Call Me by Your Name
Length: 132 minutes / 2.20 hours
Call Me by Your Name (2017) is the latest in a string of LGBTQ+ films nominated for Best Picture. Each year, we seem to see one of these LGBTQ+ films nominated for the highest award, but this year there’s a much more fundamental problem with it. Around the time the definition of marriage was changed by the U.S. Government, many opponents warned of a slippery slope that would lead to acceptance of lifestyles that are currently illegal. Call Me by Your Name is proof that we have proceeded down this slope.

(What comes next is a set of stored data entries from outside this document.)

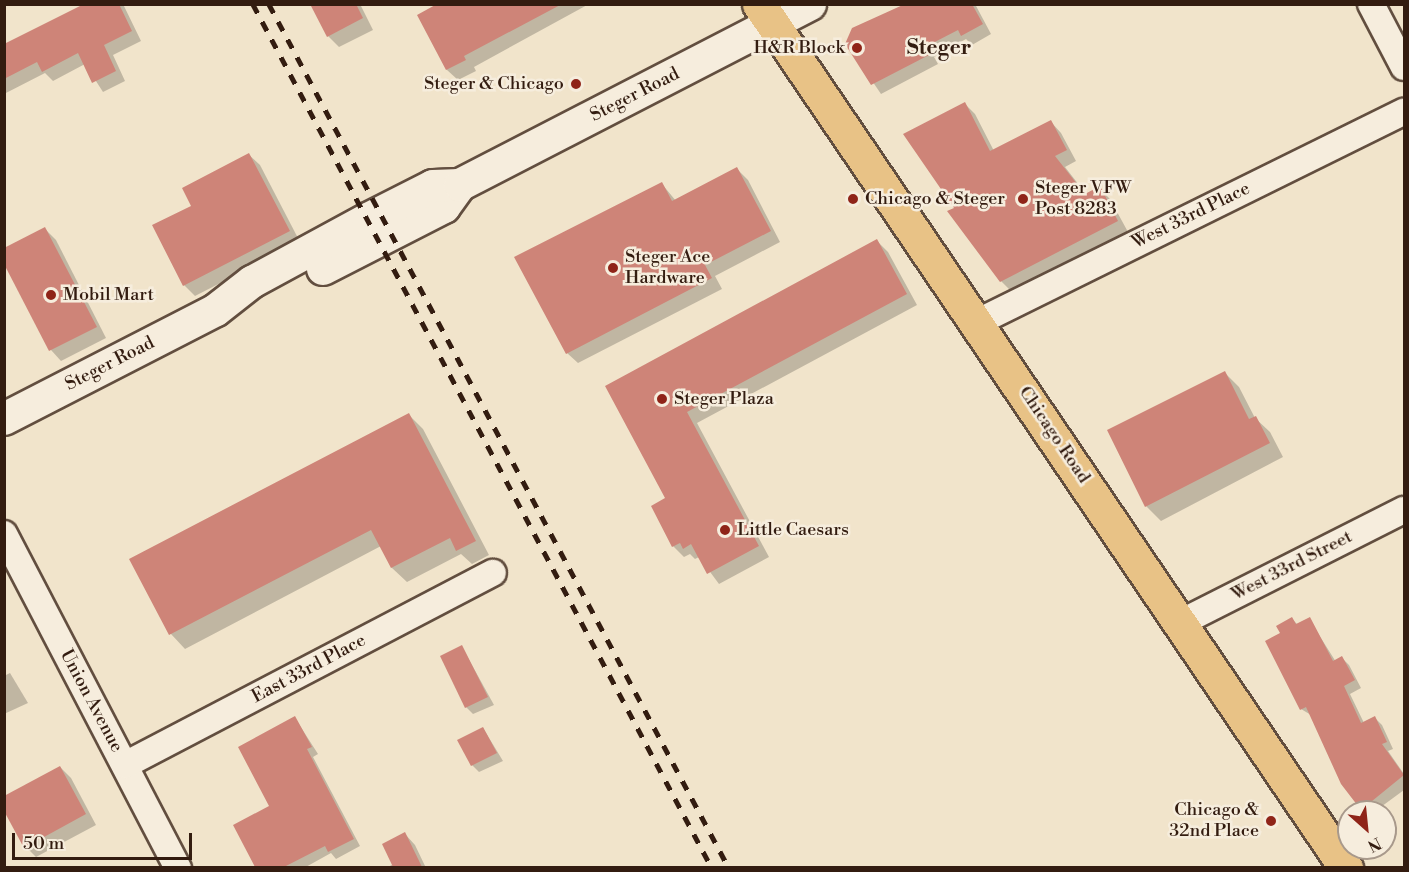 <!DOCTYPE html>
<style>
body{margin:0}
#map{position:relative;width:1409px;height:872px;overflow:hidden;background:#f1e4cb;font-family:"Libre Bodoni",serif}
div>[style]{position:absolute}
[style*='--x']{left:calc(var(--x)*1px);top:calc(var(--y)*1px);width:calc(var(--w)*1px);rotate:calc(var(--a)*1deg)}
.shadow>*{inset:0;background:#0003}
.building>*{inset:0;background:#ce8478}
.roads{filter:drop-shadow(2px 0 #624e3f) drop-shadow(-2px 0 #624e3f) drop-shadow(0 2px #624e3f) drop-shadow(0 -2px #624e3f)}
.minor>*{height:26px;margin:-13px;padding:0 13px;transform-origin:13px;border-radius:13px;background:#f6eddd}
.tertiary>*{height:32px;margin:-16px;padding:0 16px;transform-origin:16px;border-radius:16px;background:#f6eddd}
.primary>*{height:33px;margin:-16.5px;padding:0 16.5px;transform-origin:16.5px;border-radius:16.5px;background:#e8c286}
.rail>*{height:4.5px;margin-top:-2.25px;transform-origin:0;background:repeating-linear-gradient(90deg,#331c10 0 10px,transparent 0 20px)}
.dots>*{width:16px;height:16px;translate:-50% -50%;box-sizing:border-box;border:3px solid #f6eddd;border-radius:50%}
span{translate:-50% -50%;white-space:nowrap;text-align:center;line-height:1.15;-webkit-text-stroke:5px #f6eddd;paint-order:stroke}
.poi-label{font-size:18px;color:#331c10}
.right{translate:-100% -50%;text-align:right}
.left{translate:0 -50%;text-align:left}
.street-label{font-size:18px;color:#331c10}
.quarter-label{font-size:21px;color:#331c10;font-weight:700}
.frame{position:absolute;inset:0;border:6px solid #331c10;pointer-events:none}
.north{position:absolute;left:1337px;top:800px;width:60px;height:60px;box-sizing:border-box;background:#f6eddd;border:2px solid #a8998b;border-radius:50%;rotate:153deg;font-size:16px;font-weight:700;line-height:24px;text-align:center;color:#331c10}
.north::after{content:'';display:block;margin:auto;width:21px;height:27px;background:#8f2418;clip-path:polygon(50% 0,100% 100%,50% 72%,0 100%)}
.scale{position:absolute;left:12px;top:833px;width:180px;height:27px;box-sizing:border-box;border:3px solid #331c10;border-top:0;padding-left:8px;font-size:18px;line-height:21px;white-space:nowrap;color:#331c10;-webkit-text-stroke:4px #f6eddd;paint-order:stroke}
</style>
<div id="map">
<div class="shadow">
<i style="clip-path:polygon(88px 4px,123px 4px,141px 41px,113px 55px,125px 81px,103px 92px,85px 64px,53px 81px,45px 73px,4px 94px,4px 46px)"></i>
<i style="clip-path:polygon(312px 4px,360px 4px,373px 30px,339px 47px,328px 36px)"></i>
<i style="clip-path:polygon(441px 4px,589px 4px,474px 67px,476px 71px,458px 80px,447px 70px,419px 16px)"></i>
<i style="clip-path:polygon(906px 4px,975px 4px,991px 34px,972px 45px,966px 39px,934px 57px,938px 64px,881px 94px,847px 44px,853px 29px)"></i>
<i style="clip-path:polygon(964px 103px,975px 114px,994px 151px,1051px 122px,1061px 133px,1076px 161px,1065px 167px,1086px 194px,1099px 188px,1110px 199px,1128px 232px,1012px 292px,1001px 281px,956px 208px)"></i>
<i style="clip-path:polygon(249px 155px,260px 165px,300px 242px,195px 296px,184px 285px,193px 207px)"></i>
<i style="clip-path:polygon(737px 169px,748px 180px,780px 242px,715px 276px,722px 289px,578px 363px,567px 353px,662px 184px,676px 201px)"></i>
<i style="clip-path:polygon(45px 229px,56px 240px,106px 338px,61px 361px,51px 350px)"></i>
<i style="clip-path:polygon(877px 241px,888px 252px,917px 305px,697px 423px,769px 557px,719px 584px,699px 557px,695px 559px,690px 554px,684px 557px,673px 546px,667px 499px,607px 386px)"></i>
<i style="clip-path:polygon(1225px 373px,1239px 387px,1255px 418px,1270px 432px,1283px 457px,1161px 521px,1146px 506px,1109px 431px)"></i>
<i style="clip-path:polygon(409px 415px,423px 429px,489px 555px,472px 564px,461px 554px,407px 582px,392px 568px,381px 546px,185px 649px,171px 634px,131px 559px)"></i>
<i style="clip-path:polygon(1292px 619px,1298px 625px,1309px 619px,1336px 662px,1342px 658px,1349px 665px,1361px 688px,1350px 694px,1364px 723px,1375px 718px,1382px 725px,1393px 749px,1388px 751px,1404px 774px,1404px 790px,1374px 812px,1362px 809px,1311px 715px,1301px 709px,1267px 641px,1282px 633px)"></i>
<i style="clip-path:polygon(462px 647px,494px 705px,473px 714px,466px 707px)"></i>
<i style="clip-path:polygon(10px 673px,28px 703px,4px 714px,4px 676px)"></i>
<i style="clip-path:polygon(295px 718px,318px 754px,313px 757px,360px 846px,336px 859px,331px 853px,304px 868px,256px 868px,235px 825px,271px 807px)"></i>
<i style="clip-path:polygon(483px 728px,503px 761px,479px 772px,472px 765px)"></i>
<i style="clip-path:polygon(60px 767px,71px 778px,96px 825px,36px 857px,26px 847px)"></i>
<i style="clip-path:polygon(405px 834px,415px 845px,426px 868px,387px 868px,393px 864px)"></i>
</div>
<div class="building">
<i style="clip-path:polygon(84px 4px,119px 4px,132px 31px,104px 45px,116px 71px,92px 83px,78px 53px,42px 72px,37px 62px,4px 79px,4px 44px)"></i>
<i style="clip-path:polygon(310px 4px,356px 4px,363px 18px,327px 37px)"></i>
<i style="clip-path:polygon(437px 4px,562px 4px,464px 56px,466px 60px,446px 70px,417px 15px)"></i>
<i style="clip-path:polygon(905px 4px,972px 4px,983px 24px,961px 36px,958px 30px,925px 47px,929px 55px,871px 85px,845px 44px,852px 28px)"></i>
<i style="clip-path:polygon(965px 102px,990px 151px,1051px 120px,1067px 150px,1055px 156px,1085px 194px,1100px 186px,1118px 221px,1000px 282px,947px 211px,954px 208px,903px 134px)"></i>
<i style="clip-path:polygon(249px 153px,290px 231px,183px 286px,152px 225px,191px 206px,182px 188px)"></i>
<i style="clip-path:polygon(737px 167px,771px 231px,705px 265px,712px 278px,566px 354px,514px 257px,662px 182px,672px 201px)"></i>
<i style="clip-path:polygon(45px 227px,97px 327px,49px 351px,4px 264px,4px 248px)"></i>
<i style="clip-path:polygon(877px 239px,907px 294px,687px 412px,759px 546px,707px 574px,691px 544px,683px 549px,680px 543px,672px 547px,651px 506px,665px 498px,605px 386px)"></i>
<i style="clip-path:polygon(1225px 371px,1249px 419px,1256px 416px,1270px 443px,1145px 507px,1107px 430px)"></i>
<i style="clip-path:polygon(409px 413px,476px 541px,456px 551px,450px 538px,391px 568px,371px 530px,169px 635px,129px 559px)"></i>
<i style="clip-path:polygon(1292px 617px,1296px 624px,1310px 617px,1333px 661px,1342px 656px,1355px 680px,1344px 686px,1361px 723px,1375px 716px,1387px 742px,1382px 744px,1404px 775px,1361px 810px,1341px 784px,1306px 707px,1300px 710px,1265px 641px,1280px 633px,1276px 626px)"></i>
<i style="clip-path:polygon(462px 645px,488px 697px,465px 708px,440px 656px)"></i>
<i style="clip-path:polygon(295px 716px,312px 747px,307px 749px,354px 839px,328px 852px,325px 846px,284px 867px,255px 867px,233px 825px,269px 806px,238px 747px)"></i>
<i style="clip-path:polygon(483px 727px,497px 753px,471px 766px,457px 740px)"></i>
<i style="clip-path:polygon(60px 766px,86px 814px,24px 848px,4px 811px,4px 796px)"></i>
<i style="clip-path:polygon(405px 832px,422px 867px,393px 867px,382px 844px)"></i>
</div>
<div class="roads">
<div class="minor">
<i style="--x:1371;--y:4;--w:71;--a:62.4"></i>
<i style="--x:978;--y:322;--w:475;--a:-26.3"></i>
<i style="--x:4;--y:534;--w:377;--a:62.5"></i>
<i style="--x:1180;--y:623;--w:251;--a:-26.8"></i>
<i style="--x:125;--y:765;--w:415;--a:-27.6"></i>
</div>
<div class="tertiary">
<i style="--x:323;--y:269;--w:136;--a:-27.1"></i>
<i style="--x:444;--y:207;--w:27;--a:-54"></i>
<i style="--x:4;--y:419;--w:238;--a:-27.2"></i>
<i style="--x:216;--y:310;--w:46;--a:-37.9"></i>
<i style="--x:252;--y:282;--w:132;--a:-28.5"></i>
<i style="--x:368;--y:219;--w:73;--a:-26.9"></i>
<i style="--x:433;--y:186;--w:27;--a:-2"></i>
<i style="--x:460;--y:185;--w:394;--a:-27.3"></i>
</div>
<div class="primary">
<i style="--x:759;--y:4;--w:1045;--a:55.81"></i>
</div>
</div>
<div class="rail">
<i style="--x:253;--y:4;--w:978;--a:62.02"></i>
<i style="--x:269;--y:4;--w:979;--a:61.97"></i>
</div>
<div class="dots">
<i style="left:857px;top:48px;background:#8f2418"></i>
<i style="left:576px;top:84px;background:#8f2418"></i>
<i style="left:853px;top:199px;background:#8f2418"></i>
<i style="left:1023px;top:199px;background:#8f2418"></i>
<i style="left:613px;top:268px;background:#8f2418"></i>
<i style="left:51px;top:295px;background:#8f2418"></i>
<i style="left:662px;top:399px;background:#8f2418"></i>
<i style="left:725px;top:530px;background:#8f2418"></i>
<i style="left:1271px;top:821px;background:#8f2418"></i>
</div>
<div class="poi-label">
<span class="right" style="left:845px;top:48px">H&amp;R Block</span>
<span class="right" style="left:564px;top:84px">Steger &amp; Chicago</span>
<span class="left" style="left:1035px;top:199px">Steger VFW<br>Post 8283</span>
<span class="left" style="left:865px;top:199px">Chicago &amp; Steger</span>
<span class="left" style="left:625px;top:268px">Steger Ace<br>Hardware</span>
<span class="left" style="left:63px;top:295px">Mobil Mart</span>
<span class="left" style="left:674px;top:399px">Steger Plaza</span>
<span class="left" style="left:737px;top:530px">Little Caesars</span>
<span class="right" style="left:1259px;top:821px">Chicago &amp;<br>32nd Place</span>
</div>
<div class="street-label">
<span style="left:635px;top:95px;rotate:-27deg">Steger Road</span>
<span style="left:1191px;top:216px;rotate:-26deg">West 33rd Place</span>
<span style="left:110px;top:364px;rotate:-27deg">Steger Road</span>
<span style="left:1054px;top:435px;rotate:56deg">Chicago Road</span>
<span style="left:1292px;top:566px;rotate:-27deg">West 33rd Street</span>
<span style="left:309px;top:669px;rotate:-28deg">East 33rd Place</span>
<span style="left:91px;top:701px;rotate:62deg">Union Avenue</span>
</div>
<div class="quarter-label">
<span style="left:939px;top:48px">Steger</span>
</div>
<div class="frame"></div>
<div class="north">N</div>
<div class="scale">50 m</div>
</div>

I understand that the themes of “first love” are what draw people to this film, and I’d be OK with that if the theme never entered sexual territory. As it is, this movie glamorizes sexual relations with a minor. This is statutory rape, which is illegal. Even if the parties involved were heterosexual, this would still be wrong. Unfortunately, I think it’s the only reason why this film was nominated in the first place. As it is, the whole thing is quite dull and certainly kept going when it should have ended a few scenes prior to where it did.
Furthermore, Call Me by Your Name just screams white privilege. Lazy summers spent in Italy having numerous sexual encounters with other white people just seems like something that even regular white people can’t relate to. Despite all its flaws, Call Me by Your Name does two things correctly: the beautiful Italian setting and the music. Heck, I’m even willing to add a half-star to my rating because of the father’s monologue at the end of the film. Lord knows I would never have watched this if it wasn’t a Best Picture nominee, and now the Academy essentially endorsed the American Pie (1999) of art-house films.
Hollywood’s steady march down the slippery slope of sexuality, I give Call Me by Your Name 2.5 stars out of 5.